Es erscheint heute ganz unglaubhaft, daß diese Worte, die durchaus keine lobende Übertreibung sein sollten – im Gegenteil, Stalins Absicht war damals eine ganz andere, aber ich will dabei nicht verweilen –, daß diese Worte von den Lippen Stalins gekommen sind.

Es ist einmal gesagt worden, daß ein wahrheitsliebender Mann den Vorteil hat, sich auch bei einem schlechten Gedächtnis nie zu widersprechen. Ein verlogener, gewissenloser und unehrlicher Mann muß sich, um sich nicht zu beschämen, immer dessen erinnern, was er früher einmal gesagt hat.

Genosse Stalin versucht mit Hilfe Jaroslawskis jetzt, eine neue Geschichte der Organisation des Oktoberumsturzes auf der Tatsache aufzubauen, daß die Partei damals einen »tätigen Ausschuß für die planmäßige Durchführung des Aufstandes« geschaffen hatte, zu dessen Mitgliedern, wie es scheint, Trotzki nicht gehörte.
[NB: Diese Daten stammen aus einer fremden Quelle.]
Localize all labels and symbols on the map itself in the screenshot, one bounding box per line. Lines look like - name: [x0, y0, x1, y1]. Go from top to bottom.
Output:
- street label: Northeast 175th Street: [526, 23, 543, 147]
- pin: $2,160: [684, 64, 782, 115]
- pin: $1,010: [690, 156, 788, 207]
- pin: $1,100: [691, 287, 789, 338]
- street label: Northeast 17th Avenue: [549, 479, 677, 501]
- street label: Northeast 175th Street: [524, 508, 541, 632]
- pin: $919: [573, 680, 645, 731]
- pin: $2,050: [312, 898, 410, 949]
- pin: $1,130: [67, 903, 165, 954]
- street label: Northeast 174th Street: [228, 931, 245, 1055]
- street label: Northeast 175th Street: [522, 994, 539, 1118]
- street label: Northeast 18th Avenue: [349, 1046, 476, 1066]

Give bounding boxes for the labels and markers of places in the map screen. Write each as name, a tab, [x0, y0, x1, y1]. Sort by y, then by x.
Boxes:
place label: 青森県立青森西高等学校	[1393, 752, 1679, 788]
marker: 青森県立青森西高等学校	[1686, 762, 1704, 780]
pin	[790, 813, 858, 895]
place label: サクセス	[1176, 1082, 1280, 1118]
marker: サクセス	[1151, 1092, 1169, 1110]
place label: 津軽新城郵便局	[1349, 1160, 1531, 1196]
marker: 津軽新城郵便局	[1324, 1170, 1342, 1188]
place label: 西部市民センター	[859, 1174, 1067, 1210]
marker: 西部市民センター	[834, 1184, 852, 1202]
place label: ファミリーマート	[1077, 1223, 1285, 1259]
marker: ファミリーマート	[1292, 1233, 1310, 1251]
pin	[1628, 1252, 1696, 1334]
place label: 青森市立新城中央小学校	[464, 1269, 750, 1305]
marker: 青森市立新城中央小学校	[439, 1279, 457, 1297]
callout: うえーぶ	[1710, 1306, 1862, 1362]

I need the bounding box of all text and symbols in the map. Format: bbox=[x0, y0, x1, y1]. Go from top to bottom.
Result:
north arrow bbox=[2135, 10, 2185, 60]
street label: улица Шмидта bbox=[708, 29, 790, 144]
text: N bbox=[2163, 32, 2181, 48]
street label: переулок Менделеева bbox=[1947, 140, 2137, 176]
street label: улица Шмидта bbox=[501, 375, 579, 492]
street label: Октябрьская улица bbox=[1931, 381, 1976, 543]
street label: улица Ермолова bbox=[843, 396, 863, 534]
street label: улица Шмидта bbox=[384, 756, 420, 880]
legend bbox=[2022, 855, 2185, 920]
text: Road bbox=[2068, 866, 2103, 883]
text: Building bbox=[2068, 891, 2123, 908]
Lenin war aber auch kein Mitglied dieses Ausschusses, und dies allein zeigt schon, daß der Ausschuß nur eine ganz untergeordnete organisatorische Bedeutung hatte. Er spielte überhaupt keine unabhängige Rolle. Die Legende von diesem Ausschuß ist heute auch nur aus dem einfachen Grunde geschaffen worden, weil Stalin deren Mitglied war. Ich gebe hier die Namen der Mitglieder: Swerdlow, Stalin, Tscherschinski, Bubnow, Uritzki. So wenig angenehm es ist, in altem Kehricht zu wühlen, so erscheint es mir, als einem genügend vertrauten Teilnehmer und Zeugen jener Ereignisse, doch notwendig, folgendes festzustellen:

Die Rolle Lenins bedarf natürlich keiner Beleuchtung. Swerdlow traf ich häufig, und ich wandte mich oft an ihn, wenn ich Rat brauchte oder Menschen, die mir helfen sollten. Genosse Kamenew, der damals eine zögernde und für die Bewegung schädliche Haltung einnahm, deren Verkehrtheit er schon längst anerkannt hat, beteiligte sich dann an den eigentlichen Ereignissen der Revolution doch sehr tätig. Die entscheidende Nacht vom 25. zum 26. Oktober verbrachten Kamenew und ich im Quartier des revolutionären Soldatenausschusses, indem wir Anfragen beantworteten und am Telephon Befehle austeilten. Aber wenn ich mein Gedächtnis auch noch so anstrengte, ich könnte nicht die Frage beantworten, worin in diesen entscheidenden Tagen die Rolle Stalins bestanden hat. Nicht ein einziges Mal habe ich mich an ihn um Rat oder Mitarbeit gewandt. Er zeigte aber auch nicht die leiseste Initiative. Nie hat er einen selbständigen Vorschlag gemacht. Diese Tatsachen kann kein »marxistischer Historiker« des neuen Stils ändern.

 

Stalin und Jaroslawski haben, wie ich im vorstehenden schon sagte, mit vieler Mühe zu beweisen versucht, daß der von der Partei eingesetzte, aus den Genossen Swerdlow, Stalin, Tscherschinski, Bubnow und Uritzki bestehende tätige Ausschuß sozusagen den ganzen Verlauf des Aufstandes geleitet habe. Stalin hat in jeder ihm möglichen Art daraufhingewiesen, daß Trotzki kein Mitglied jenes Ausschusses gewesen sei. Aber leider erschien infolge einer Unachtsamkeit der Stalinschen Historiker in der Prawda vom 2. November 1927 – das heißt, als dieser ganze Brief von mir schon geschrieben war – ein genauer Auszug von dem Bericht, den der Zentralausschuß über die Zeit vom 16. bis zum 29. Oktober 1917 gegeben hat.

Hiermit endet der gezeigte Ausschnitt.